_Stored data_.

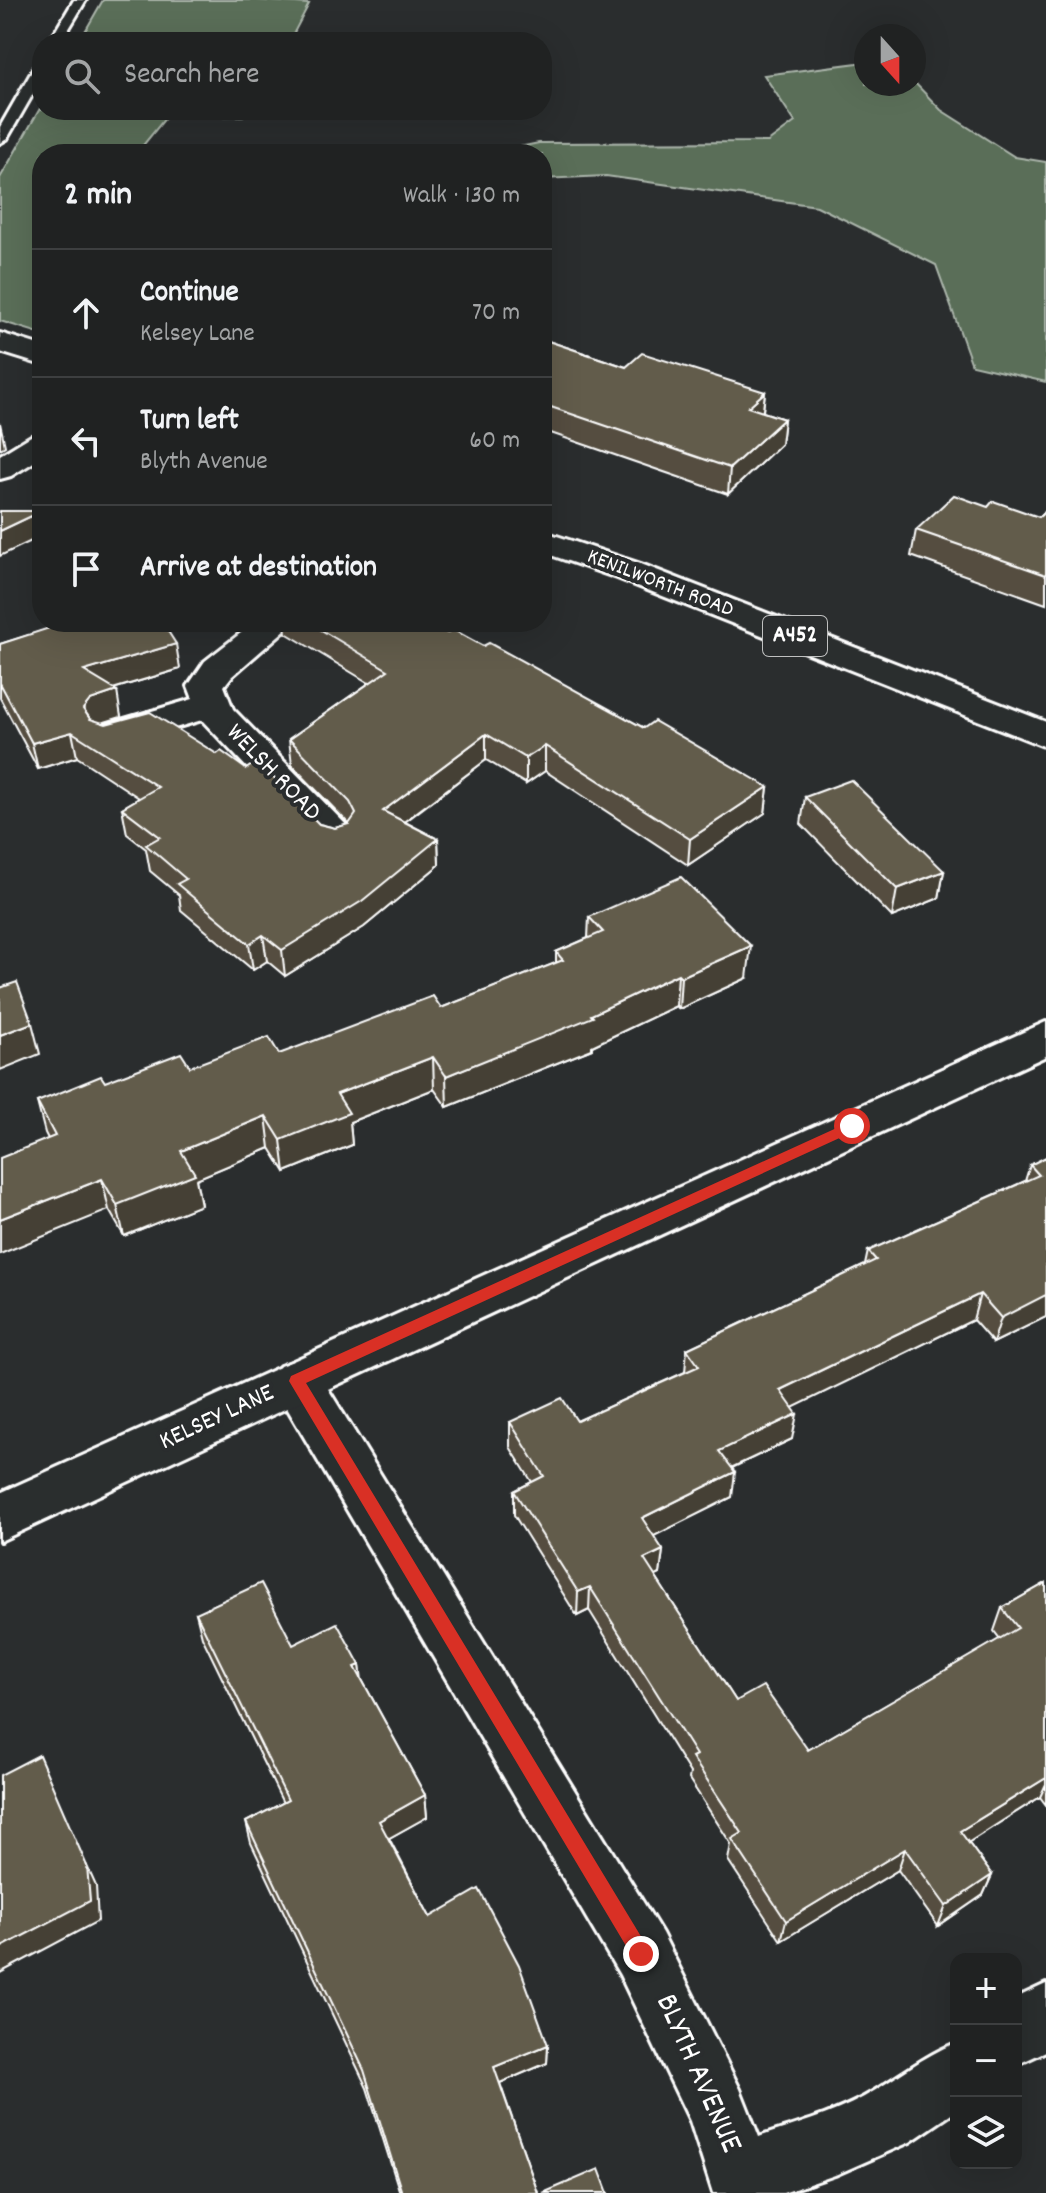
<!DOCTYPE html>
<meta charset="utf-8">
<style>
:root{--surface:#202222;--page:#2d2f2f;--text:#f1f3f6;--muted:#a2a4a5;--line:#3d3f40}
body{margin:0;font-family:Dekko,sans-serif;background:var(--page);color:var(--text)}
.controls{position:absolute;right:24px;bottom:24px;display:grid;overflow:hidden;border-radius:16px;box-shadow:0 8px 32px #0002}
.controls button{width:72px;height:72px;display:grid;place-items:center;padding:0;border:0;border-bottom:2px solid var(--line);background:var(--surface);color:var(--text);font:40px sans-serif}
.compass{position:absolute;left:854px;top:24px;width:72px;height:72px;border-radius:50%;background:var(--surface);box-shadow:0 8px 32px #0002;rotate:159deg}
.stop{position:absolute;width:24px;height:24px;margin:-18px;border:6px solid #d93025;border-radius:50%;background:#fff}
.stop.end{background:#d93025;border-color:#fff;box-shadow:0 2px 8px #0008}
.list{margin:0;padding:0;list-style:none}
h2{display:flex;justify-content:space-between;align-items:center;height:104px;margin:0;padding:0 32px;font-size:34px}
h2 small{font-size:26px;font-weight:400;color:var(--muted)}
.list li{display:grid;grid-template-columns:52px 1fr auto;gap:24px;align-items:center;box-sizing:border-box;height:128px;padding:0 32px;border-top:2px solid var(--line)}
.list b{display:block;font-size:30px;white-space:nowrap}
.list p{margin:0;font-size:26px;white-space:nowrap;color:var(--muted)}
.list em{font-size:26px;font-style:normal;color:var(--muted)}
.icon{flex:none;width:44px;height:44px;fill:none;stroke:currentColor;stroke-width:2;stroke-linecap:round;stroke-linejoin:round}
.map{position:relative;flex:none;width:1046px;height:2193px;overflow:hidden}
.search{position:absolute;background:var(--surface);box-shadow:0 8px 32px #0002;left:32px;top:32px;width:520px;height:88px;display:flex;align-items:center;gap:20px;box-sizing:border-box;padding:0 28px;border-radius:32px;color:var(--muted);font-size:30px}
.panel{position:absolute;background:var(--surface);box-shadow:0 8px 32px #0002;left:32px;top:144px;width:520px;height:488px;border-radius:32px}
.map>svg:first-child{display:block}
</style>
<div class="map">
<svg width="1046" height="2193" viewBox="0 0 1046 2193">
<rect width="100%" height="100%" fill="#2a2d2e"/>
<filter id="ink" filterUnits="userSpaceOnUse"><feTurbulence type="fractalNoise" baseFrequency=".0125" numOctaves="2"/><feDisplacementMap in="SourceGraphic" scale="16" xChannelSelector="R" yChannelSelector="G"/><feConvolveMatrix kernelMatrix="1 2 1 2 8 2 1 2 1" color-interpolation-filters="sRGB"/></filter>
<g filter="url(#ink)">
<g fill="#5a6e58" stroke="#acb6ac" stroke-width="2">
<polygon points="103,0 257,0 309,4 289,42 79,42"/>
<polygon points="866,62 866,84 914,82 941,110 1015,157 1046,162 1046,382 972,365 936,265 817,206 606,176 542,179 542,154 484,154 539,143 768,142 795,122 764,75"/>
<polygon points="42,105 42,110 246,110 243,116 166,117 136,154 42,154 42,334 0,321 0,178"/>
</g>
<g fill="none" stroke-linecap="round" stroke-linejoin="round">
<defs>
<g id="service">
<polygon points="74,0 86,0 61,42 49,42"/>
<polygon points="42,62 42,78 7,139 0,143 0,127 35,66"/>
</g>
<g id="minor">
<polygon points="42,434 42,457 11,476 0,479 0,455 31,436"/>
<polygon points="255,622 294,622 231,677 224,686 233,709 350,829 356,838 350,847 336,851 322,847 202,720 110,747 97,743 91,735 97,727 193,699 188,686 205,661"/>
<path d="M297 1360 314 1366 662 1933 740 2089 759 2137C794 2125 831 2115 864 2097 896 2079 923 2056 956 2043V2111L910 2142 835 2175 783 2193H713L690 2121 620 1975 280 1396 272 1381 280 1366Z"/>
<polygon points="1046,1984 1046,2051 1016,2065 1016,1998"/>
</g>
<polygon id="secondary" points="1046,1022 1046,1056 0,1541 0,1493"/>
<g id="trunk">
<polygon points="0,333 42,346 42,365 0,352"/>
<polygon points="542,531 641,564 1046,722 1046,747 617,578 542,552"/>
</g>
</defs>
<use href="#service" stroke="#fff" stroke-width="6"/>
<use href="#minor" stroke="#fff" stroke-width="6"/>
<use href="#secondary" stroke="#fff" stroke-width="6"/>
<use href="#trunk" stroke="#fff" stroke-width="6"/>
<use href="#service" fill="#2a2d2e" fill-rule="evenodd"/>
<use href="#minor" fill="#2a2d2e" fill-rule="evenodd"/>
<use href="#secondary" fill="#2a2d2e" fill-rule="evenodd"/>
<use href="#trunk" fill="#2a2d2e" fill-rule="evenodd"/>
</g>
<g fill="#544e40" stroke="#fff" stroke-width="2">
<polygon points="542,339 626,367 765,392 763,412 784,419 781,444 728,494 542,430"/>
<polygon points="988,507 1039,517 1046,511 1046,604 911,556 916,530"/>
<polygon points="57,622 162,622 180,669 113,689 121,717 102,723 319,824 335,828 349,824 292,765 289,739 369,683 286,633 285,622 428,622 447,633 483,646 644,728 768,787 765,813 688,865 545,771 526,784 486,760 405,822 438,839 439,865 364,927 285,976 267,961 253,970 181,910 179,895 150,871 146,849 127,834 122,808 139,798 77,757 38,769 0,698 0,644 58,626"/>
<polygon points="805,797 944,871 939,898 892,917 801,824"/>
<polygon points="589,917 747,978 679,1009 676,1006 592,1046 592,1049 447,1107 434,1089 350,1122 352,1145 285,1172 270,1148 196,1179 201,1205 124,1236 109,1210 48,1139 45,1133 37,1102 105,1082 279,1054 441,1008 556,963 556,952 588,938"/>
<polygon points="1046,1157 1046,1317 993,1343 973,1320 792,1407 792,1439 732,1468 732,1497 653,1536 663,1550 660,1574 655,1576 736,1701 808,1750 1000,1639 994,1631 1002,1608 1046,1583 1046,1805 1040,1797 968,1842 992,1875 983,1895 938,1926 898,1870 781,1941 728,1860 731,1844 689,1779 690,1773 589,1610 577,1616 514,1515 514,1491 532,1482 510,1447 510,1422 577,1421 685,1372 687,1349 865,1265 868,1251 1025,1181 1030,1165"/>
<polygon points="196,1613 293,1645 360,1665 361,1678 425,1795 427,1817 389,1838 430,1917 548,2045 547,2063 500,2083 538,2193 400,2193 367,2088 251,1843 246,1822 283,1803 202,1637"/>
</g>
<g fill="#454034" stroke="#fff" stroke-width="2">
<polygon points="765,392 762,418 748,407"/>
<polygon points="784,419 781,444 728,494 730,468"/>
<polygon points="0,423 5,446 0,449"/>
<polygon points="42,511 42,536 0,556 0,531"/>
<polygon points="176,644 180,669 89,696 84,671"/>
<polygon points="117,691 121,717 95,725 83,709 90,700"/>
<polygon points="72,732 77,757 38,769 32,743"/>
<polygon points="486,734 486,760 385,836 383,811"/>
<polygon points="545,746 545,771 526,784 526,758"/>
<polygon points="768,787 765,813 688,865 690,839"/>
<polygon points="438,839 439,865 364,927 285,976 282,950"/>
<polygon points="944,871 939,898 892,917 897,889"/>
<polygon points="263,935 267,961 253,970 249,944"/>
<polygon points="751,946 747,978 679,1009 681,977"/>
<polygon points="678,974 676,1006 592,1046 592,1049 447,1107 446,1076 591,1015"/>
<polygon points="32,1023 40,1054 0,1070 0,1035"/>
<polygon points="433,1057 434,1089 350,1122 352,1145 285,1172 281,1140 337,1094"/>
<polygon points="266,1116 270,1148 196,1179 201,1205 124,1236 117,1205 181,1151"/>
<polygon points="102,1179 109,1210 0,1254 0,1219"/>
<polygon points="1046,1286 1046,1317 993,1343 1001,1318"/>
<polygon points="980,1294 973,1320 776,1416 780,1390"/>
<polygon points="797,1414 792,1439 716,1475 719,1451"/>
<polygon points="735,1472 732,1497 640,1543 642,1518"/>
<polygon points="663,1550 660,1574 642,1583 644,1559"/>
<polygon points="590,1587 589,1610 577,1616 578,1592"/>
<polygon points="360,1665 363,1688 355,1667"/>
<polygon points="1046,1778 1046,1784 1040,1797 952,1853 960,1831"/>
<polygon points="425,1795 427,1817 382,1842 379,1821"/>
<polygon points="905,1849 898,1870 781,1941 786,1921"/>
<polygon points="87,1866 96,1886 98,1921 0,1973 0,1948"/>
<polygon points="992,1875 983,1895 938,1926 946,1906"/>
<polygon points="548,2045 547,2063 495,2085 494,2067"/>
</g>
<g fill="#625b4b" stroke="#fff" stroke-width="2">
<polygon points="542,339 626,367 642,353 765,392 748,407 784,419 730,468 542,404"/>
<polygon points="954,495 988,507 993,501 1039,517 1046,511 1046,575 916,530"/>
<polygon points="0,511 42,511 0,531"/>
<polygon points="61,622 162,622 176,644 84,671 117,691 90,700 83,709 90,719 106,724 150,712 217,754 221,751 246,769 258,761 319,824 335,828 349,824 356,814 350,802 289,739 388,670 308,622 428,622 447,633 452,629 483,646 489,643 644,728 654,721 768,787 690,839 545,746 526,758 486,734 383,811 438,839 362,901 282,950 263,935 249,944 177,884 186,879 146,845 160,837 122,808 158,787 72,732 32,743 0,683 0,644 62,624"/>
<polygon points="851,780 944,871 897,889 805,797"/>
<polygon points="681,877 751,946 681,977 678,974 591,1015 593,1017 446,1076 433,1057 337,1094 349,1113 281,1140 266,1116 181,1151 195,1174 117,1205 102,1179 0,1219 0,1158 55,1136 37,1102 101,1076 105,1082 181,1053 190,1067 269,1037 279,1054 433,996 441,1008 563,960 556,952 603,932 589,917"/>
<polygon points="17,982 32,1023 0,1035 0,988"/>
<polygon points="1046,1157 1046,1295 1001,1318 980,1294 780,1390 797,1414 719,1451 735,1472 642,1518 663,1550 644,1559 736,1701 763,1686 808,1750 1018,1628 1002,1608 1046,1583 1046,1778 960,1831 992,1875 946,1906 905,1849 786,1921 732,1839 742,1833 692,1757 696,1755 590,1587 578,1592 514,1491 544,1476 510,1422 562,1398 577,1421 699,1366 687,1349 876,1260 868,1251 1039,1175 1030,1165"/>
<polygon points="261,1583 293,1645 337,1623 360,1665 355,1667 425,1795 379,1821 430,1917 479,1889 519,1965 548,2045 494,2067 538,2193 402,2193 364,2070 246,1822 288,1800 196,1613"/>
<polygon points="39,1755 87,1866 90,1901 0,1948 0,1775"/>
<polygon points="599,2169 608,2193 543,2193"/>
</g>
</g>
<polygon fill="#d93025" points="852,1121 857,1123 857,1130 306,1383 648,1948 650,1954 648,1961 641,1963 635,1961 289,1381 291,1376"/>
<g text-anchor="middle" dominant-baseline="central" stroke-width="8" stroke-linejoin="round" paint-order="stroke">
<g font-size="22" fill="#fff" stroke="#2a2d2e">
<text transform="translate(660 584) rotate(21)">KENILWORTH ROAD</text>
</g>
<rect fill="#2a2d2e" stroke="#bfc0c0" stroke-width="2" x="763" y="616" width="64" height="40" rx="6"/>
<g font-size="24" font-weight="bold" fill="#fff">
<text x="795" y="636">A452</text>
</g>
<g font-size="26" fill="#fff" stroke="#2a2d2e">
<text transform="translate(273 773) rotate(46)">WELSH ROAD</text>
<text transform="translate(217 1418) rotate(-25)">KELSEY LANE</text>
</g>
<g font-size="32" fill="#fff" stroke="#2a2d2e">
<text transform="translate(697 2074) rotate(66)">BLYTH AVENUE</text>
</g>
</g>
</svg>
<div class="controls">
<button>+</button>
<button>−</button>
<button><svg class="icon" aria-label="layers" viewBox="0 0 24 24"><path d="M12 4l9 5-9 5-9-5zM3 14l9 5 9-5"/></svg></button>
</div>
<svg class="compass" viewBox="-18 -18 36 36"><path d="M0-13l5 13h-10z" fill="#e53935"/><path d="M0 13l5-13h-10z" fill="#a2a4a5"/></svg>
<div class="stop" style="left:852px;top:1126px"></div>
<div class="stop end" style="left:641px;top:1954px"></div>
<div class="search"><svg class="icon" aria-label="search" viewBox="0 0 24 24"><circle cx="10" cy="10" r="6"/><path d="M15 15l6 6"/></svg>Search here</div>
<section class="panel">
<h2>2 min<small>Walk · 130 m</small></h2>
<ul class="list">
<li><svg class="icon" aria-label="ahead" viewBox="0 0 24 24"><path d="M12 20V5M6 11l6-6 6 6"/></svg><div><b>Continue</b><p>Kelsey Lane</p></div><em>70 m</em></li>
<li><svg class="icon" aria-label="left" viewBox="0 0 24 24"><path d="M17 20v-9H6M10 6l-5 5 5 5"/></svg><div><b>Turn left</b><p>Blyth Avenue</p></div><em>60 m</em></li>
<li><svg class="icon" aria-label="arrive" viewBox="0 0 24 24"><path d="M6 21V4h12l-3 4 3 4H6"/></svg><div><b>Arrive at destination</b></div></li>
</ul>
</section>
</div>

_What this task involves_. Your answer should consist only of the count of lines in the data that contain "sans".

_Exercise result_. 2